• Thank God it worked! I had serious doubts about the procedure but Microsoft reviewed it and insisted it was the only solution. Down time was just 20 minutes. Developers were insisting that it would be seconds. After all, they don't need DBAs except to relieve them from tedious work and get blamed. 🙂

    This is Microsoft's documentation edited to conceal system information:

    Issue Definition: You killed two sessions (90,97) in the SQL Server ProdSQL through the KILL command; The rollback operation has been going on since two days and still completed 7% on one sessions and 18% on the other.

    Analysis:

    >> First we tried to see what these sessions are actually doing. From sp_who2 output we see that the CPU and I/O counts are increasing

    SPID       Status                                   Login                     HostName          BlkBy     DBName              Command                           CPUTime             DiskIO   LastBatch             ProgramName                                                  SPID       REQUESTID

    90           ROLLBACK                           AppLogin ClientSrvr       .             ProcDB    AWAITING COMMAND                89886746             87201    04/16 18:15:32   .Net SqlClient Data Provider                        90           0   

    97           ROLLBACK                           AppLogin ClientSrvr       .             ProcDB    AWAITING COMMAND                63360540             5639       04/16 18:15:33   .Net SqlClient Data Provider                        97           0   

    And also you said that the percentage of work done is getting increased when we see it through the “kill with statusonly” command but it was slow.

    >> When we see the dm_exe_requests, we don’t see these sessions and corresponding threads

    >> When we see the dm_exec_connections output, we see that the client side TCP ports used are,

    For 90 - xxx.xxx.x.xxx     56972

    For 97 - xxx.xxx.x.xxx     56978

    >> From dm_exec_sessions, we figured out the PIDs on the client side which established these session on the database

    For 90 - 18332

    For 97 - 18332

    >> We logged into the middleware server but don’t find any sessions with the corresponding PIDs and the netstat output didn’t show us these ports in use.

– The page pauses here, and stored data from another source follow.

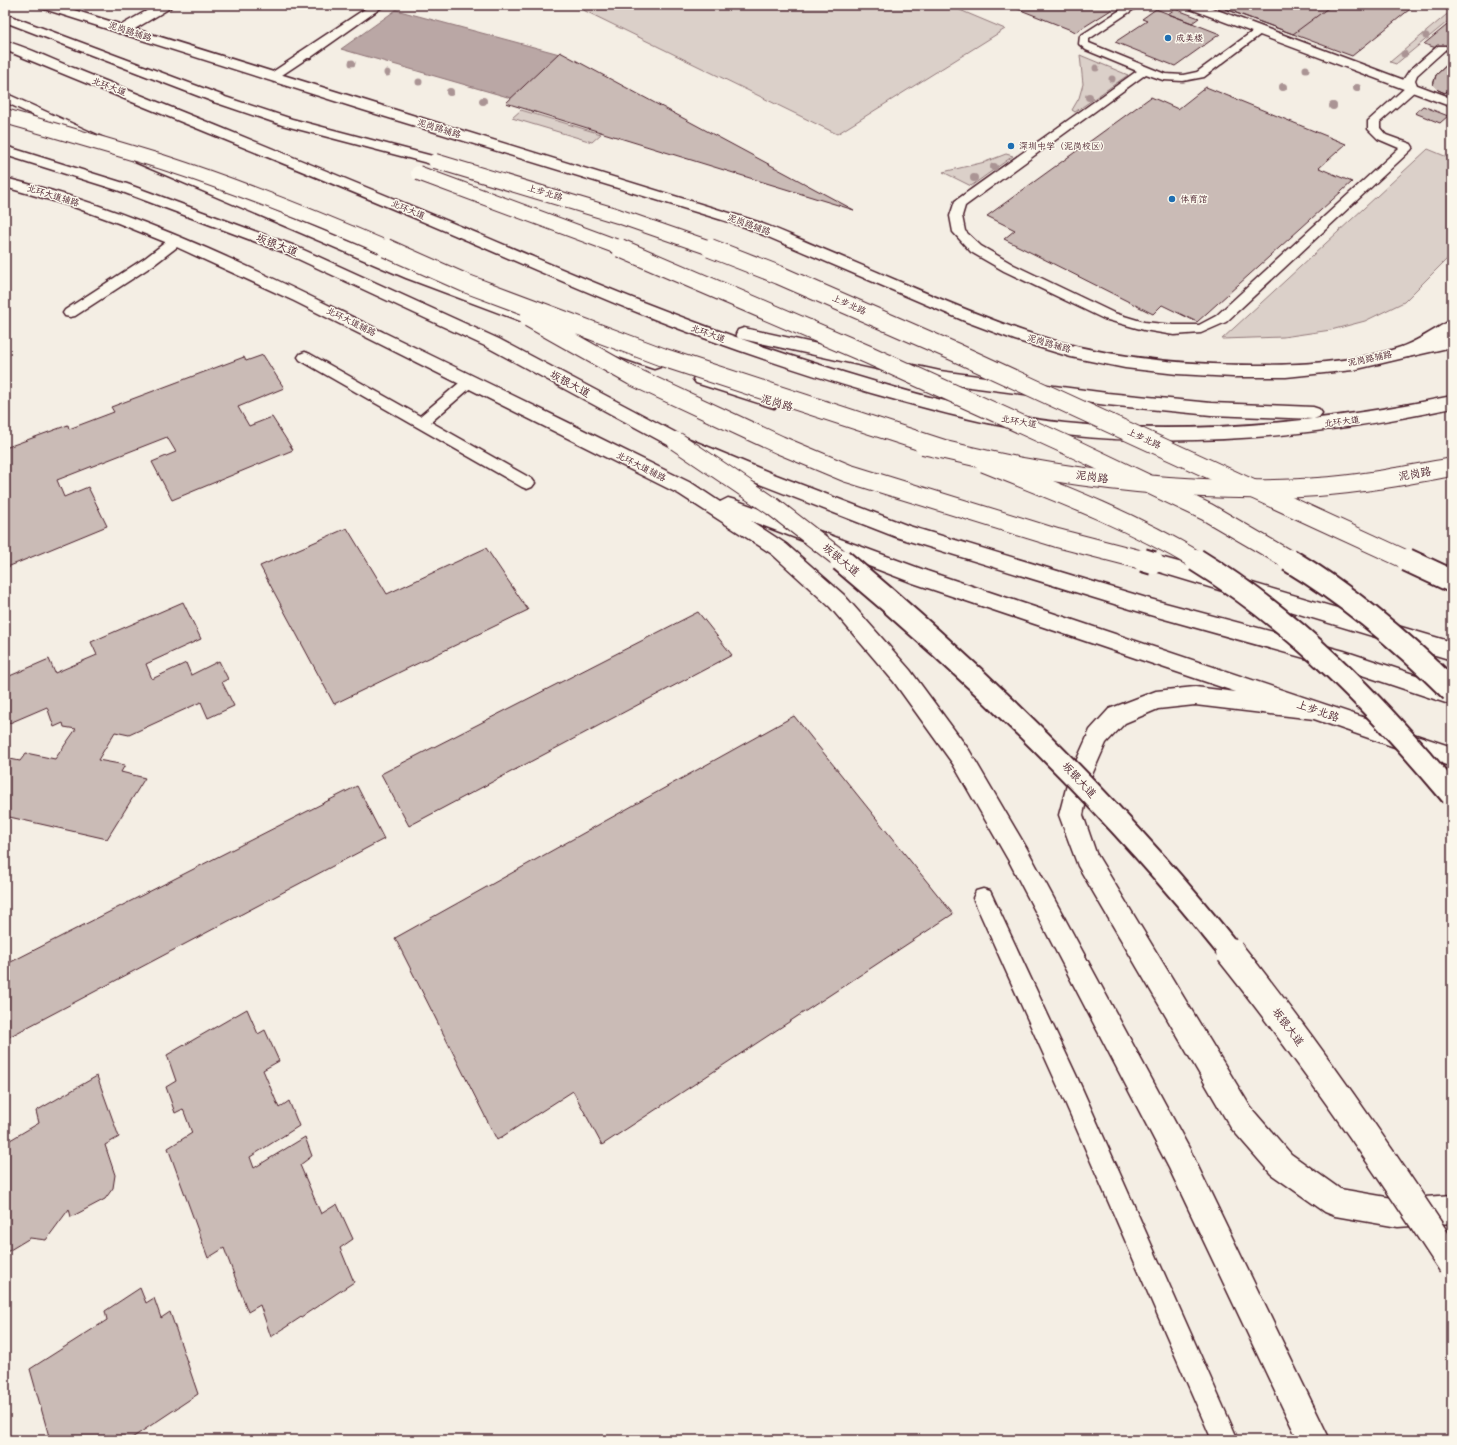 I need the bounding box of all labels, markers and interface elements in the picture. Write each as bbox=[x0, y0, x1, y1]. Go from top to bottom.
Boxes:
street label: 泥岗路辅路 bbox=[107, 20, 153, 44]
marker: 成美楼 bbox=[1163, 33, 1173, 43]
place label: 成美楼 bbox=[1176, 33, 1203, 44]
street label: 北环大道 bbox=[90, 75, 128, 99]
street label: 泥岗路辅路 bbox=[416, 117, 462, 141]
marker: 深圳中学（泥岗校区） bbox=[1006, 141, 1016, 151]
place label: 深圳中学（泥岗校区） bbox=[1019, 141, 1109, 152]
street label: 上步北路 bbox=[526, 182, 564, 204]
street label: 北环大道辅路 bbox=[26, 183, 80, 209]
marker: 体育馆 bbox=[1167, 194, 1177, 204]
place label: 体育馆 bbox=[1180, 194, 1208, 205]
street label: 北环大道 bbox=[389, 198, 427, 222]
street label: 泥岗路辅路 bbox=[726, 212, 772, 238]
street label: 坂银大道 bbox=[254, 231, 300, 259]
street label: 上步北路 bbox=[830, 293, 868, 317]
street label: 北环大道辅路 bbox=[324, 305, 378, 339]
street label: 北环大道 bbox=[689, 323, 727, 345]
street label: 泥岗路辅路 bbox=[1026, 333, 1072, 355]
street label: 泥岗路辅路 bbox=[1347, 349, 1393, 369]
street label: 坂银大道 bbox=[548, 368, 592, 400]
street label: 泥岗路 bbox=[759, 392, 795, 414]
street label: 北环大道 bbox=[1000, 413, 1038, 431]
street label: 北环大道 bbox=[1323, 414, 1361, 430]
street label: 上步北路 bbox=[1125, 426, 1163, 452]
street label: 北环大道辅路 bbox=[614, 450, 668, 484]
street label: 泥岗路 bbox=[1398, 465, 1432, 483]
street label: 泥岗路 bbox=[1075, 468, 1109, 486]
street label: 坂银大道 bbox=[820, 541, 862, 579]
street label: 上步北路 bbox=[1295, 698, 1341, 724]
street label: 坂银大道 bbox=[1059, 759, 1099, 801]
street label: 坂银大道 bbox=[1270, 1006, 1306, 1048]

    >> That makes me think if these sessions 90 and 97 has become orphaned; but still not sure how the CPU and I/O counts are increasing without corresponding thread entries in dm_exec_requests.

    Action Plan:

    >> As Rollback can't be interrupted or bypassed as it's important to comply to the ACID properties, we have to looks for any alternatives/workarounds to sweep these sessions out of the SQL server

    >> So we would recommend you to restart the SQL service to clean these sessions.

    I know there few questions around whether SQL server stuck in the recovery phase forever making these databases inaccessible.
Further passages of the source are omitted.